Olhou para o relógio.

"Ótimo. Já comecei. Estou meia hora atrasado no encontro com o chefe de polícia".

Ele se levantou, rindo.

"Foi muito agradável, meu caro James. Você deveria fazer conferências. Agora, quanto a esse problemazinho seu, esse negócio de não saber distinguir homens bons de homens maus e heróis dei vilões, e assim por diante. É, naturalmente, um problema difícil, em abstrato.
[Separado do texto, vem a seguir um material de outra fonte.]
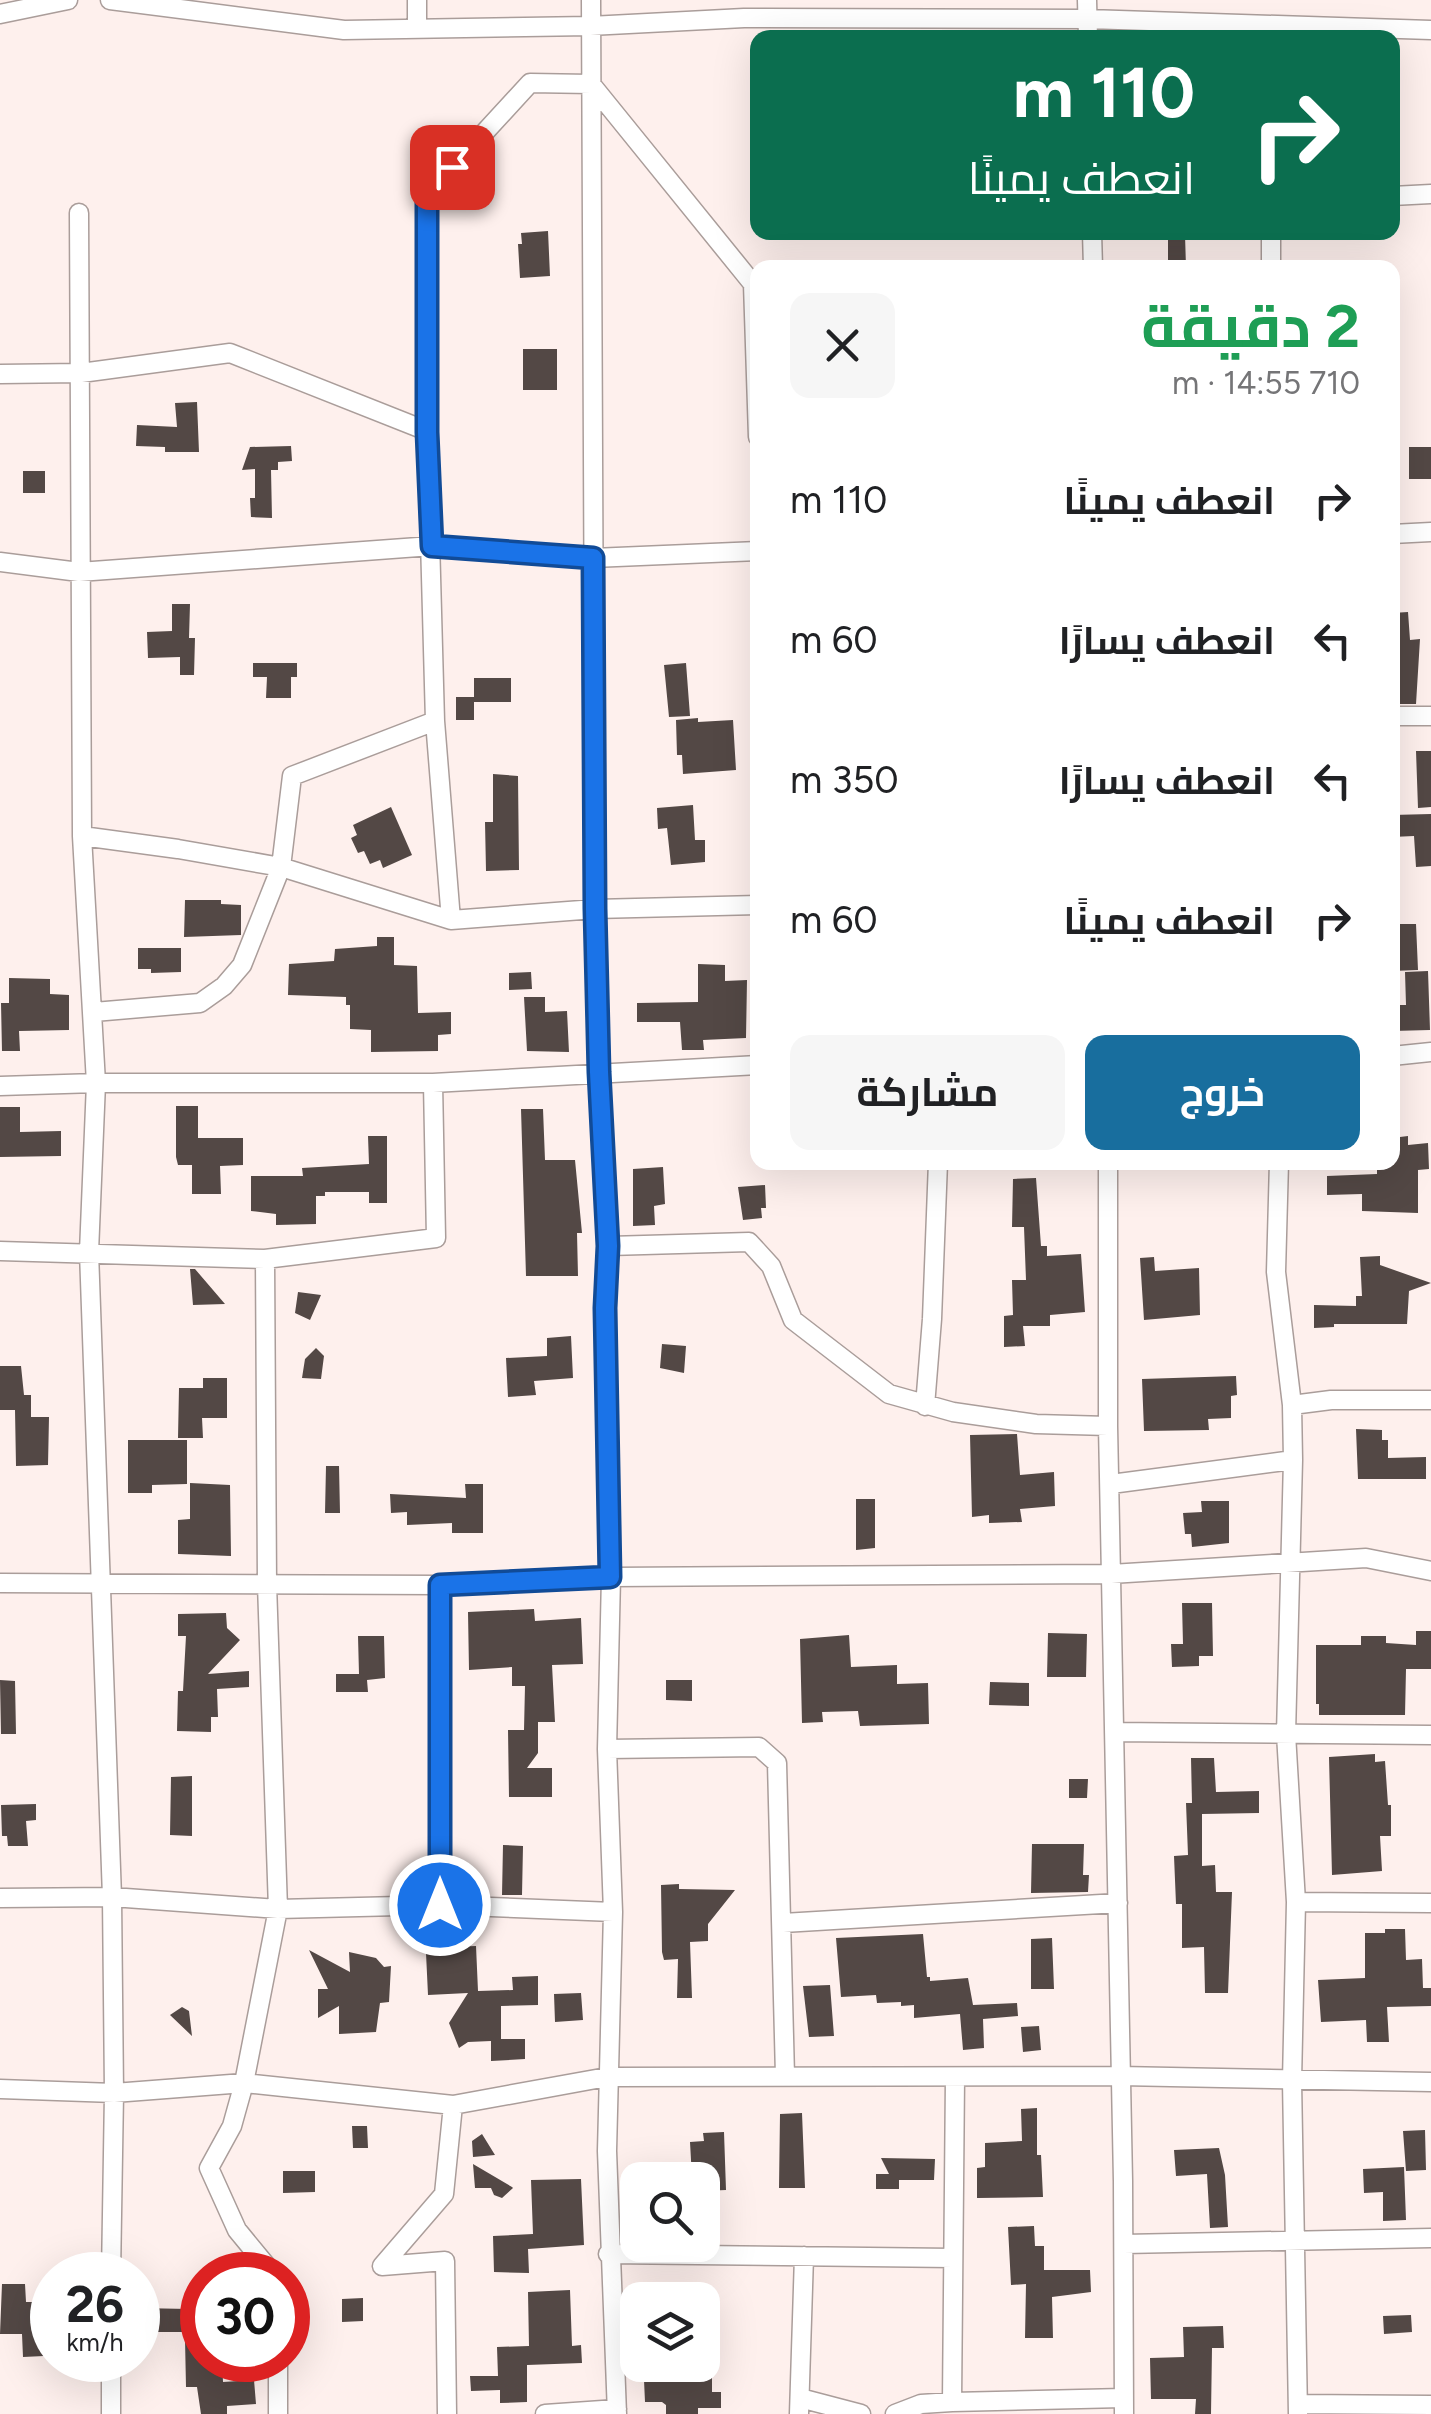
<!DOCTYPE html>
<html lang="ar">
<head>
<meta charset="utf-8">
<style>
  :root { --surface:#fff; --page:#f6f6f6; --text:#202124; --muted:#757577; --accent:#186e9e }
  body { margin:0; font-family:Figtree,Cairo,sans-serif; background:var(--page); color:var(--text); direction:rtl; height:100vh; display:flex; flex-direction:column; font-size:38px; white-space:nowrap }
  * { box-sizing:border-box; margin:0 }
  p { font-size:32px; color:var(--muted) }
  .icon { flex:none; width:55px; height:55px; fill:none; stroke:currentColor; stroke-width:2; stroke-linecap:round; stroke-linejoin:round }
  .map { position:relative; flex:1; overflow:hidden; direction:ltr }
  .drawer { position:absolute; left:750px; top:260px; width:650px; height:910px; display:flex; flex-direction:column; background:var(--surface); border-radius:20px; box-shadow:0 10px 40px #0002; direction:rtl }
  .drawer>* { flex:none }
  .hud { position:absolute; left:750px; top:30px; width:650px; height:210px; border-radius:20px; box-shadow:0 10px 40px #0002; direction:rtl; background:#0b6e4f; color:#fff; overflow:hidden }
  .fabs { position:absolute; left:620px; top:2162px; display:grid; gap:20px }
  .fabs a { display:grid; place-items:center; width:100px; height:100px; border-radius:20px; background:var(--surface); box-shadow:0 10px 40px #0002; font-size:50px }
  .speed { position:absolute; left:30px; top:2252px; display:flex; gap:20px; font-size:50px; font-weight:700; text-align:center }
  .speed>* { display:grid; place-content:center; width:130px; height:130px; border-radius:50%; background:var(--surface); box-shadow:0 10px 40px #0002; line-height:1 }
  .speed small { font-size:25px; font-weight:400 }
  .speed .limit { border:15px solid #d22; background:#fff; color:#111 }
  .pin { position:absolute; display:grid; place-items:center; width:85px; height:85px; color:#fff; margin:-42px; border-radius:20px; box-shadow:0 5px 15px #0006 }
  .me { position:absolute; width:110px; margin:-55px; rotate:0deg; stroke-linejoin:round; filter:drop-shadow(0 0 8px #0008) }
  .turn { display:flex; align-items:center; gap:35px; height:210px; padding:0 40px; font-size:45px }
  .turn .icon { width:130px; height:130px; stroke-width:2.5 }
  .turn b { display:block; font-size:70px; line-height:85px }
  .round { display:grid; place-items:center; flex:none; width:105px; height:105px; border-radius:20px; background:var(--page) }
  .summary { display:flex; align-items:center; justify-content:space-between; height:170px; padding:0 40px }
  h1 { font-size:60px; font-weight:700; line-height:75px; color:#1e9e55 }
  .cta { display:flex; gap:20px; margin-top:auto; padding:20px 40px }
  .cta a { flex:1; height:115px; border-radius:20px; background:var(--accent); color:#fff; font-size:40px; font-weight:700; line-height:115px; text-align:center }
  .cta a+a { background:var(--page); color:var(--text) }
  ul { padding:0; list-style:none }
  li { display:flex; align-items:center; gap:30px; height:140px; padding:0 40px }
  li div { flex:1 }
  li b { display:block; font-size:38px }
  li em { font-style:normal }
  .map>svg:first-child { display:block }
</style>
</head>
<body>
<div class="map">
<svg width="1431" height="2414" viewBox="0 0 1431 2414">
  <rect width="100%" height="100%" fill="#fef0ed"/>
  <path fill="#534845" d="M548 231 550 276 520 278 518 244H522L521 233Z
    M1168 235H1185L1186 267 1168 268Z
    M523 349H557V390H523Z
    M197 402 199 452H165V447L136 446 137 425 177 427 175 403Z
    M291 446 292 461 278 462V470H271L272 518 251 517 250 498H255V469L242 470 250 447Z
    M1409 447H1431V479H1409Z
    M23 471H45V493H23Z
    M172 604H190L189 638H195L194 675H180V657L148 658 147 632 172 631Z
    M1408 612 1410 640 1420 639 1416 704H1392V613Z
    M253 663H297V677H291V698H266L267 677H253Z
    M686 663 690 716 669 717 664 665Z
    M474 678H511V702H474Z
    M456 697H474V720H456Z
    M698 718V722L733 720 736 770 683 774 682 755H677L676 720Z
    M1416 751H1431V807L1418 808Z
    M493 774 518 776 519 870 486 871 485 822H493Z
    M693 805 695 840H705V862L671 865 667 828 658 829 657 808Z
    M391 807 412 855 383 868 380 860 370 864 364 851 358 853 351 838 357 835 353 825Z
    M1431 814V866L1416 867 1414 836 1392 837V815Z
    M185 900H221V904L241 905V935L184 937Z
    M1397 924H1416L1418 970 1392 971V949L1398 948Z
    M377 937H394V965L417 966 418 1013 451 1012V1034L438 1035V1051L371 1052V1030L350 1029V1005H346V997L288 995 289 964 334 961 335 949 377 946Z
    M138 948H181V972L151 973V969H138Z
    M698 964 725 965V981L747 980 746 1038 703 1040 704 1050H682L680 1022H637V1003L698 1002Z
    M1428 971 1430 1030 1392 1031V1005H1406L1405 972Z
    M531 972 532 989 509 990V973Z
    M9 978 50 979V994L69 995V1030L19 1031 20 1051H2L1 1003H9Z
    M524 997H545V1012L567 1011 569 1052 527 1051Z
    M176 1106H198V1138H243V1165L220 1166 221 1194H192V1165H178L176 1157Z
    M0 1107H20V1132L61 1131V1156L0 1157Z
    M521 1109H543L545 1160H575L582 1233H577L578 1276H526Z
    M368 1136H387V1203H369V1192H325V1196H316V1224L276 1225V1214L251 1211V1176H303L302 1168 369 1164Z
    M1408 1136V1145L1428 1143 1429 1169 1418 1170V1213L1362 1211V1194L1327 1195V1176L1377 1174V1162H1392V1138Z
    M663 1167 665 1204 654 1206 655 1225 633 1226V1169Z
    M1036 1178 1041 1246H1047V1256L1081 1254 1085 1312 1050 1315V1326H1023L1025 1346 1004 1347V1316L1013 1315 1012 1280H1026L1024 1227H1012L1013 1179Z
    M765 1185 766 1208H761L762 1218 743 1220 738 1187Z
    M1380 1256V1265L1431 1283 1409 1291 1407 1324H1334V1327L1314 1328V1305L1356 1306V1296H1362L1360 1257Z
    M1154 1257 1155 1271 1199 1268 1200 1315 1144 1320 1140 1258Z
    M190 1269H195L225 1304 193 1305Z
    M298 1292 321 1295 310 1320 295 1313Z
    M571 1336 573 1378 534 1381 536 1395 508 1397 506 1358 547 1356V1338Z
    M662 1344 686 1346 684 1373 660 1368Z
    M316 1348 324 1356 321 1379 302 1378 305 1359Z
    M0 1366H21L24 1395H31V1417H49L48 1465 16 1466 15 1410H0Z
    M1236 1376 1237 1395 1231 1396V1418L1208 1419 1209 1430 1144 1431 1142 1379Z
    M203 1378H227V1418H202L203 1438H178L179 1388H203Z
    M1356 1429 1382 1430V1440H1388V1458L1426 1457V1479H1358Z
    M1017 1434 1020 1475 1054 1472 1055 1506 1020 1509 1022 1522 989 1523V1515L972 1517 970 1435Z
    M128 1440H187V1484L152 1485V1493H128Z
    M326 1466H339L340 1513H325Z
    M190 1483 230 1485 231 1556 178 1554V1520L190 1519Z
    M465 1484H483V1533H452V1523L407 1525V1512L391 1513 390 1494 466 1498Z
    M856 1499H875V1548L856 1550Z
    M1201 1501H1229V1543L1192 1547 1191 1534H1185L1183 1513 1202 1512Z
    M1182 1603H1212L1213 1656H1199V1666L1172 1667 1171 1644H1183Z
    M534 1609 535 1621 581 1618 583 1664 552 1665 555 1722H538V1753L527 1768H552V1797H509L508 1730H524L525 1686H512V1667L469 1670 468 1612Z
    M226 1613 227 1628 240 1640 208 1674 249 1671V1687L217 1689 218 1717H211V1732L177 1731 178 1691H183L186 1636H178V1614Z
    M1416 1631H1431V1669H1406L1405 1715H1319V1704H1316V1645H1361V1636H1386V1643L1416 1645Z
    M1048 1633 1087 1634 1086 1677H1047Z
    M849 1635 851 1667 897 1665V1684L928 1683 929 1724 860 1726 858 1711 822 1712 823 1722 802 1723 800 1639Z
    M358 1636H384L385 1678 367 1680 368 1692H336V1674H359Z
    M0 1680 15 1681 16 1734H1Z
    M666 1680H692V1701L666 1700Z
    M990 1682 1029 1683V1706L989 1705Z
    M1375 1754V1762L1385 1761 1388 1805H1391V1836H1380L1382 1871 1332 1875 1329 1757Z
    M1191 1758H1214L1216 1792 1259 1791V1813L1202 1814V1866L1215 1865 1216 1892H1232L1228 1993H1205L1204 1947 1182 1948V1904H1176L1174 1856 1188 1855 1186 1803H1192Z
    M192 1776V1836L170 1835 171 1777Z
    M1069 1779H1088L1087 1798H1069Z
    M36 1804V1820L26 1821 28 1846H8L7 1836H2L1 1805Z
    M1032 1844H1084L1083 1875H1089L1088 1892 1031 1893Z
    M503 1845 523 1846 522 1895H502Z
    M679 1884V1889L735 1890 708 1924V1941L690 1942 692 1998H677L678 1959 664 1960 662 1952 661 1885Z
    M1385 1929H1405L1406 1960 1422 1959 1423 1988H1431V2006L1387 2007 1389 2042H1367L1366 2020 1321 2022 1318 1980 1365 1978V1933H1385Z
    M923 1934 927 1977H930V1981L968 1978 973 2005 1017 2003 1018 2016 983 2019 984 2048 963 2050 960 2014 914 2018V2005L901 2006V2002L877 2003 876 1995 841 1997 836 1938Z
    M1052 1938 1054 1989H1031V1939Z
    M476 1946 478 1991 513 1990 512 1977 538 1976V2005L501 2006V2039H525V2059L491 2061V2041L468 2042 459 2048 449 2023 468 1993 428 1995 426 1953 451 1947Z
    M309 1950 350 1972 349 1952 376 1958 384 1967 391 1966 389 2002 380 2003 376 2032 339 2034V2006L318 2018V1989H328Z
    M830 1985 834 2036 809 2037 803 1986Z
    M581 1993 583 2020 555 2022 554 1994Z
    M182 2007 189 2011 192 2036 170 2015Z
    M1039 2026 1041 2050 1023 2052 1021 2027Z
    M1037 2108V2155H1041L1043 2197 977 2198V2168L985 2167V2143L1022 2141 1021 2109Z
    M802 2113 805 2188H779L780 2114Z
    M352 2126H367L368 2148H353Z
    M1425 2130 1426 2170 1406 2171 1403 2131Z
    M724 2132 726 2190 702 2191V2177L692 2178 690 2142 704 2141 703 2133Z
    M482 2134 495 2155 473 2157 472 2141Z
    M1219 2148 1225 2175 1228 2227 1210 2228 1207 2174 1176 2176 1174 2150Z
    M881 2158 935 2159 934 2180H899V2189H876V2174H889Z
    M473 2164 512 2187 513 2188 502 2198 494 2195 491 2188H475Z
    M1404 2167 1406 2220 1383 2221V2192L1364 2193 1363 2169Z
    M283 2171H315V2192L283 2193Z
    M581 2179 584 2245 528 2249 529 2273 494 2272 493 2236 533 2234 531 2180Z
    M1034 2226 1035 2246H1044V2270H1090L1091 2292 1052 2297 1053 2338H1025L1026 2284 1011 2285 1008 2227Z
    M2 2284H25L26 2302H52V2346H43L44 2356 23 2357 22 2334H0Z
    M570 2290 572 2346 581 2345 582 2363 527 2365V2402L500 2403V2390L471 2391 470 2376H498L497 2347 529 2346 528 2292Z
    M363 2298V2321L342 2322V2299Z
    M138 2308 189 2309 188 2332H138Z
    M1411 2315 1412 2332 1384 2334 1383 2316Z
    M1223 2326 1224 2348H1212L1211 2414H1195L1196 2399H1151L1150 2358 1184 2357 1183 2327Z
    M202 2338V2362L222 2361 223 2382 254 2380 256 2404 227 2406V2414H201L197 2387H186L185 2339Z
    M673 2365H698L699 2377H712V2392H721V2408H698V2414H666V2405L662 2402H645L644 2380 673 2379Z"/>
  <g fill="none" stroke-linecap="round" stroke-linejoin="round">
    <g stroke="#aa9d9a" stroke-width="21">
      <path id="street" d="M110 0 344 30 590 26 744 18 1088 19 1431 30
        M591 0 595 909 599 1072 609 1246 605 1308 611 1577 607 1749 613 1912 607 2151 617 2414
        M1087 0 1088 38
        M0 14 68 0
        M417 29V0
        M1392 196 1431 194
        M79 213 82 836 96 1083 89 1252 112 1897 114 2093 111 2275
        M1092 232 1093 268
        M1271 232V268
        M0 374 81 373 230 353 427 431
        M1392 534 1431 532
        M0 562 79 572 432 546 593 558 758 551
        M1392 716H1431
        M82 836 178 849 281 867 451 920 595 909 758 905
        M451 920 435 721 427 431V195L530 83 591 84 753 284 758 437
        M94 1012 200 1003 224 986 242 965 281 867 292 776 435 721
        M1392 1056 1431 1052
        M0 1086 96 1083H433L758 1065
        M1279 1162 1276 1272 1292 1405 1293 1460 1286 1734 1296 1902 1292 2081 1298 2414
        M609 1246 749 1242 771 1266 793 1320 889 1394 953 1412 1036 1424 1108 1426 1123 2181 1124 2414
        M0 1251 265 1259 436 1238 433 1083
        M265 1259 267 1584 278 1909 244 2083 232 2126 209 2168 237 2230 274 2275
        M1292 1405 1331 1400H1431
        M925 1406 932 1319 938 1162
        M1108 1426V1162
        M1111 1484 1293 1460
        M0 1583 440 1585 611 1577 1111 1574 1366 1558 1431 1571
        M1114 1732 1431 1735
        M607 1749 759 1747 777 1763 785 2076
        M0 1898 112 1897 278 1909 440 1905 613 1912
        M1296 1902 1431 1903
        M440 1905V1585
        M783 1923 1118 1903
        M0 2089 114 2093 244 2083 453 2105 607 2077 1120 2076 1431 2082
        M1124 2244 1431 2238
        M608 2254 953 2258
        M278 2360V2414
        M800 2398 861 2414
        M952 2402 955 2077
        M1298 2404 1431 2405
        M111 2414V2360
        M447 2414 445 2261 382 2266 444 2194 453 2105
        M545 2414 617 2409
        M799 2414 804 2256
        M895 2414 921 2404 952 2402 1123 2398"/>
    </g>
    <use href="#street" stroke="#fff" stroke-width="18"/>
  </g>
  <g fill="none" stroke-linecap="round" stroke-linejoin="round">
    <g stroke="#114b97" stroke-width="25">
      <path id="route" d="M440 1905V1585L610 1577 605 1308 608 1246 599 1072 595 909 593 558 432 546 427 432V195L452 167"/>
    </g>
    <use href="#route" stroke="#1a73e8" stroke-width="18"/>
  </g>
</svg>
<div class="fabs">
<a><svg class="icon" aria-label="search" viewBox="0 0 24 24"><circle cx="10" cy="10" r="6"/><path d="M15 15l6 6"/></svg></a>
<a><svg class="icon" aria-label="layers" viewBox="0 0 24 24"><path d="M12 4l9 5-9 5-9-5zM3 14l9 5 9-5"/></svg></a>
</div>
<div class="speed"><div>26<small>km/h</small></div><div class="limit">30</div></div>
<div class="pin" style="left:452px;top:167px;background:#d93025"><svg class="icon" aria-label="arrive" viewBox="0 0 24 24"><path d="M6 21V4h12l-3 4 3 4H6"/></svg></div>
<svg class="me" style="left:440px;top:1905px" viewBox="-20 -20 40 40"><circle r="17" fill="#1a73e8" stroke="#fff" stroke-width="3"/><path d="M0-11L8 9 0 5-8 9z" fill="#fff"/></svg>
<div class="hud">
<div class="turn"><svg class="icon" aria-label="right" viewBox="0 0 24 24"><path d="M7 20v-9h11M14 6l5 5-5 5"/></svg><div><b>110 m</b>انعطف يمينًا</div></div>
</div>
<section class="drawer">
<div class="summary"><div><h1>2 دقيقة</h1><p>710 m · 14:55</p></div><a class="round"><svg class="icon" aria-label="close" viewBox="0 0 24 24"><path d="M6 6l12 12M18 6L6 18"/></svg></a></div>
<ul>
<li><svg class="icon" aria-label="right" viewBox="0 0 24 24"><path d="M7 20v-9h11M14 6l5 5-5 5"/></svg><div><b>انعطف يمينًا</b></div><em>110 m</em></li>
<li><svg class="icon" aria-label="left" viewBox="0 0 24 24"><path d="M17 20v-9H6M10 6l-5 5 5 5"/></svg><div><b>انعطف يسارًا</b></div><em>60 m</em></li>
<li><svg class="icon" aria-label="left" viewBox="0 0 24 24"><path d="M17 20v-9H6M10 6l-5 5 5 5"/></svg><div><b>انعطف يسارًا</b></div><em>350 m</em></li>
<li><svg class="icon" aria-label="right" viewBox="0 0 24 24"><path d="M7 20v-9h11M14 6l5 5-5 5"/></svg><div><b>انعطف يمينًا</b></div><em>60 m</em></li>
</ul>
<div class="cta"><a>خروج</a><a>مشاركة</a></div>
</section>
</div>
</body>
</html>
O segredo está na experiência pessoal, quer você seja um chinês ou um inglês".

Parou à porta.

"Você admite que Le Chiffre lhe Fez pessoalmente mal e que, se Ele lhe aparecesse agora, você o mataria?

"Bem, quando voltar a Londres você verá que há outros Le Chiffre tentando destruir você, os seus amigos e o seu país. M lhe falará deles. E agora, que você viu um homem realmente mau, você saberá como eles podem ser maus e você os perseguirá para os destruir, a fim de se proteger e de proteger aqueles de quem você gosta. Você não se deterá para discutir. Você sabe.como eles são e o que podem fazer às pessoas. Talvez você escolha um pouco mais os trabalhos que lhe derem. Talvez você queira certificar-se de que o alvo é realmente preto, mas há muitos alvos realmente pretos por aí. Ainda há muita coisa para você fazer. E você fará. E, quando você se apaixonar e tiver uma amante ou uma esposa e filhos para cuidar, tudo parecerá mais fácil".

Mathis abriu a porta e se deteve no umbral.

"Cerque-se de seres humanos, meu caro James. É mais fácil lutar por eles do que por princípios". Riu. "Mas não me decepcione, torne-se humano você mesmo. Perderíamos uma máquina tão maravilhosa!"

Com um aceno Ele fechou a porta.

"Ei", gritou Bond.

Mas os passos se afastavam rapidamente pelo corredor.